▶ **Task objective**: Go over each line of the entries below, count those with "symbols", and give only the count.

#### Provided data

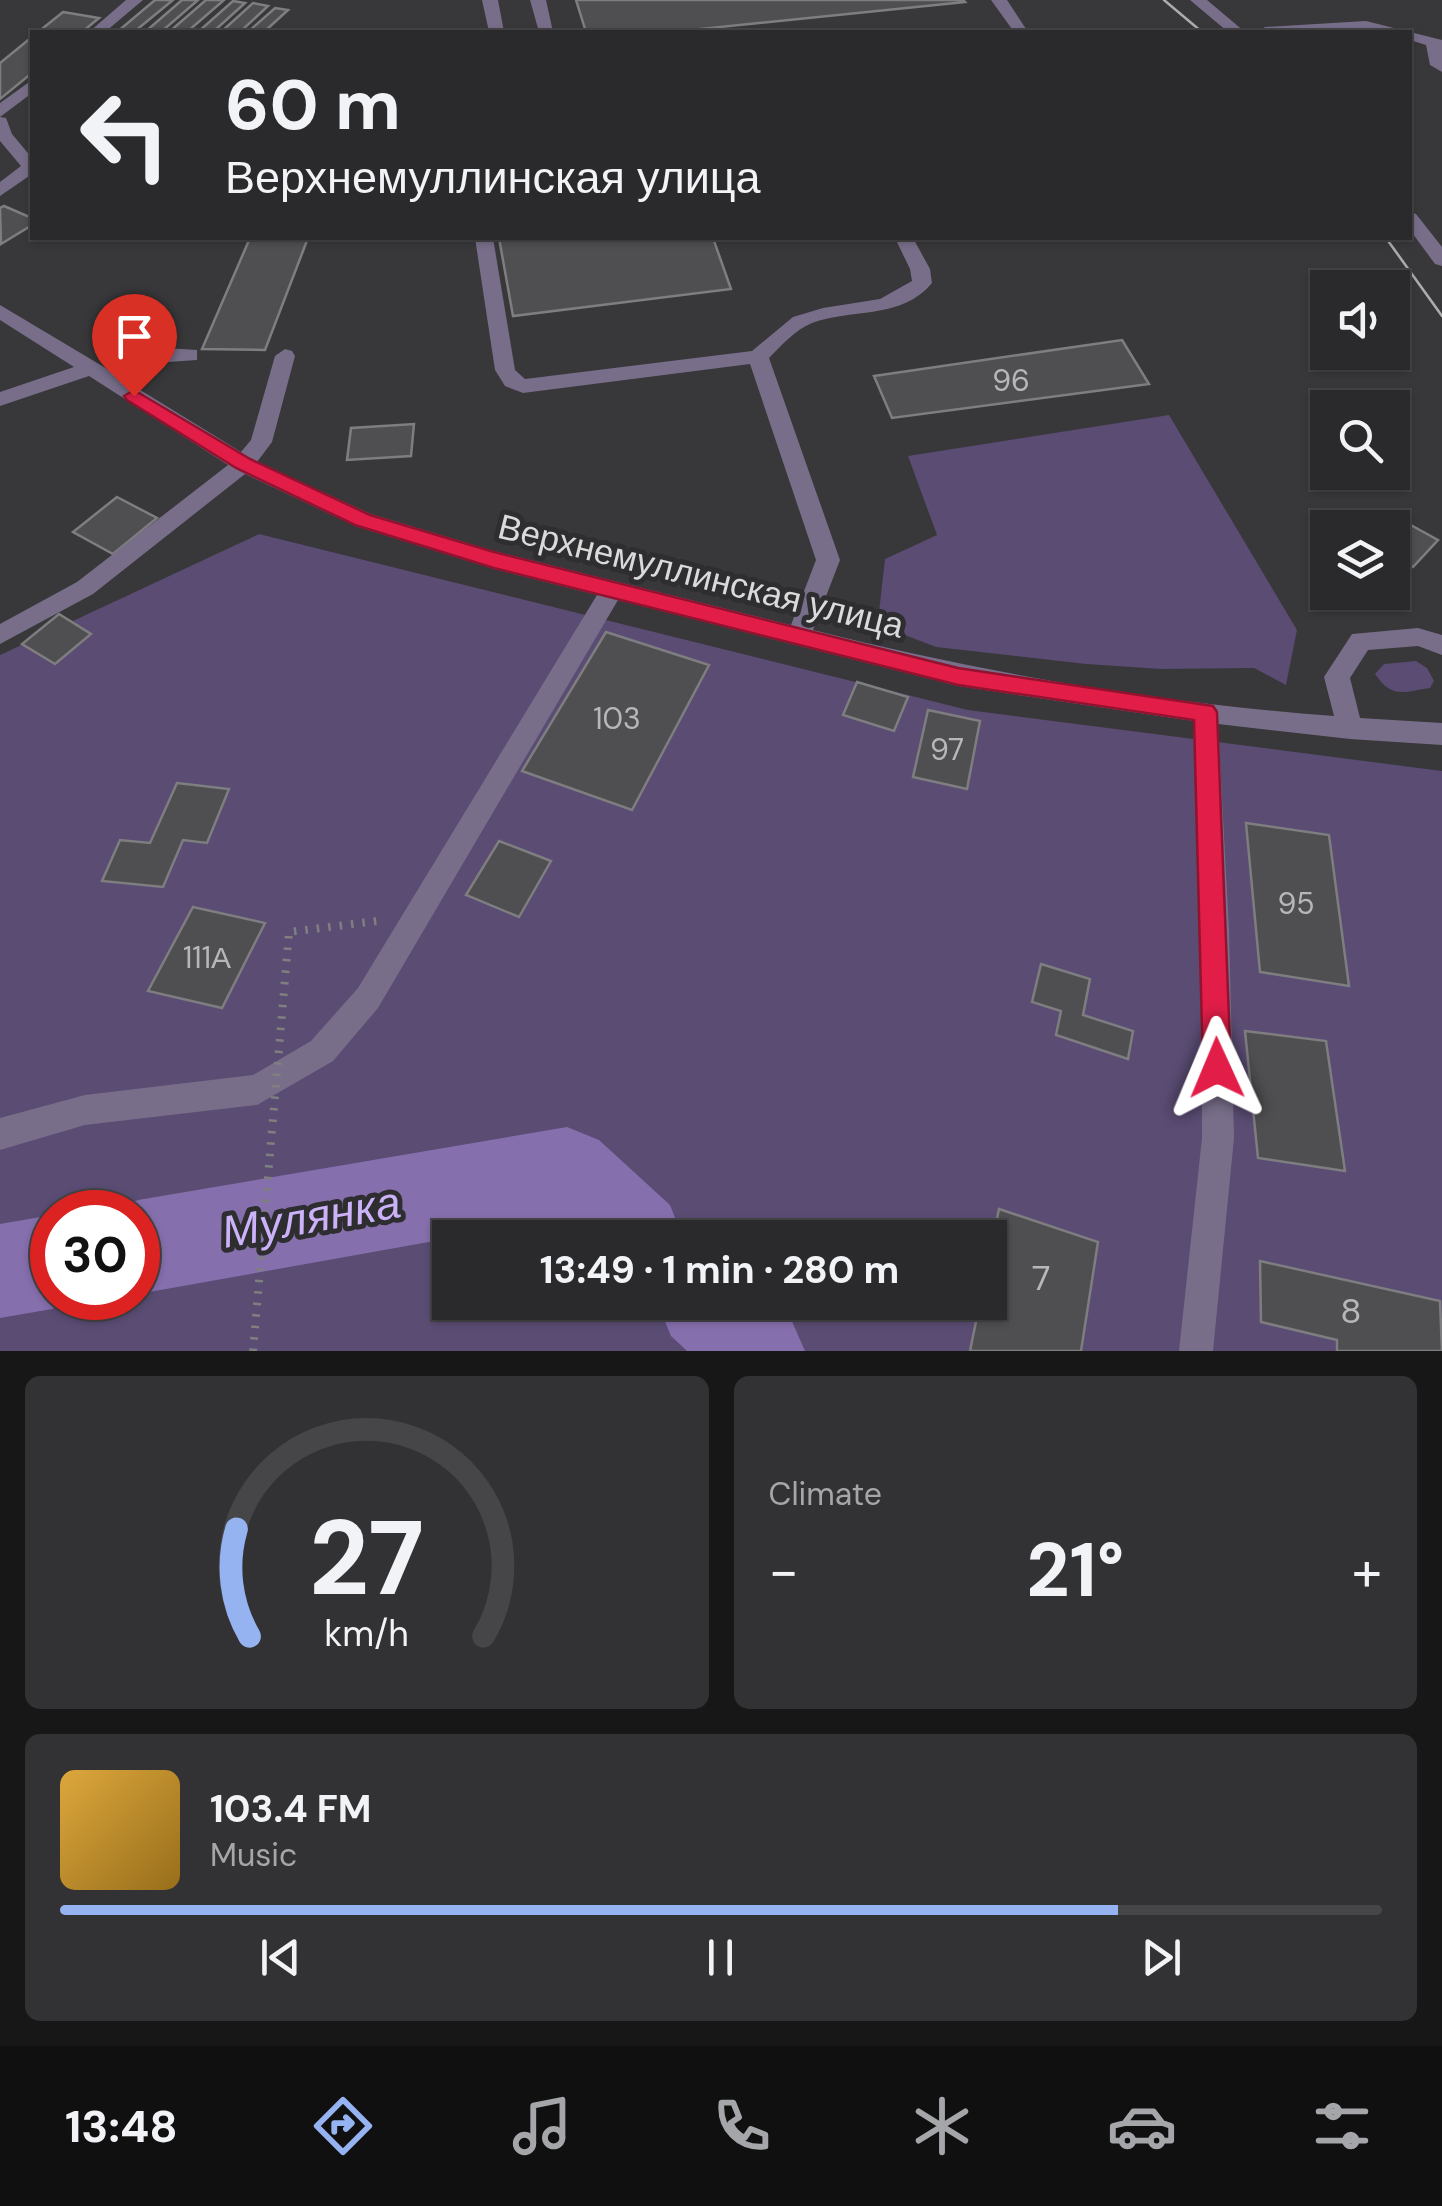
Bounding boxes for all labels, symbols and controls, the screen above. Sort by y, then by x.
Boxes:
text: 60 m [225,60,401,151]
icon: left [60,70,190,200]
text: Верхнемуллинская улица [225,148,761,207]
map controls [1310,270,1410,610]
button: sound [1310,270,1410,370]
pin [92,294,177,397]
icon: arrive [107,309,162,364]
house number: 96 [992,361,1030,400]
button: search [1310,390,1410,490]
street label: Верхнемуллинская улица [493,503,909,649]
button: layers [1310,510,1410,610]
house number: 103 [593,699,641,738]
house number: 97 [930,730,964,769]
house number: 95 [1277,884,1315,923]
house number: 111А [183,938,231,977]
position arrow [1165,1016,1269,1120]
water label: Мулянка [217,1172,405,1262]
speed limit sign: 30 [30,1190,160,1320]
text: 13:49 · 1 min · 280 m [540,1245,899,1295]
house number: 7 [1032,1255,1050,1301]
house number: 8 [1340,1288,1362,1334]
text: Climate [769,1473,882,1515]
text: 27 [309,1491,424,1626]
text: 21° [1026,1522,1124,1619]
text: − [769,1535,799,1607]
text: + [1352,1535,1382,1607]
text: km/h [325,1611,409,1657]
text: 103.4 FM [210,1784,372,1834]
text: Music [210,1834,297,1876]
icon: previous [253,1930,308,1985]
icon: pause [693,1930,748,1985]
icon: next [1134,1930,1189,1985]
icon: directions [308,2091,378,2161]
icon: music [507,2091,577,2161]
icon: phone [707,2091,777,2161]
icon: climate [907,2091,977,2161]
icon: car [1107,2091,1177,2161]
icon: filters [1307,2091,1377,2161]
text: 13:48 [65,2097,178,2156]

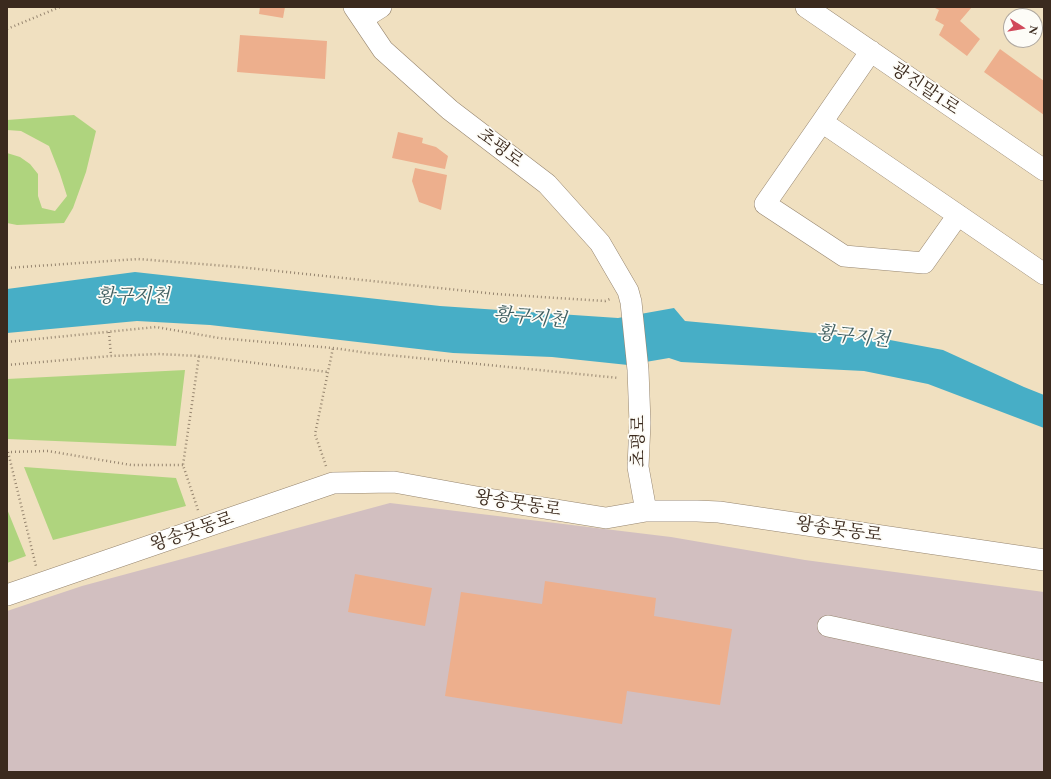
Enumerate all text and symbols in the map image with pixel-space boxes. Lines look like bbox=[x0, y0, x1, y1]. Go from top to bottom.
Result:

########

▶ **Exercise output**: 2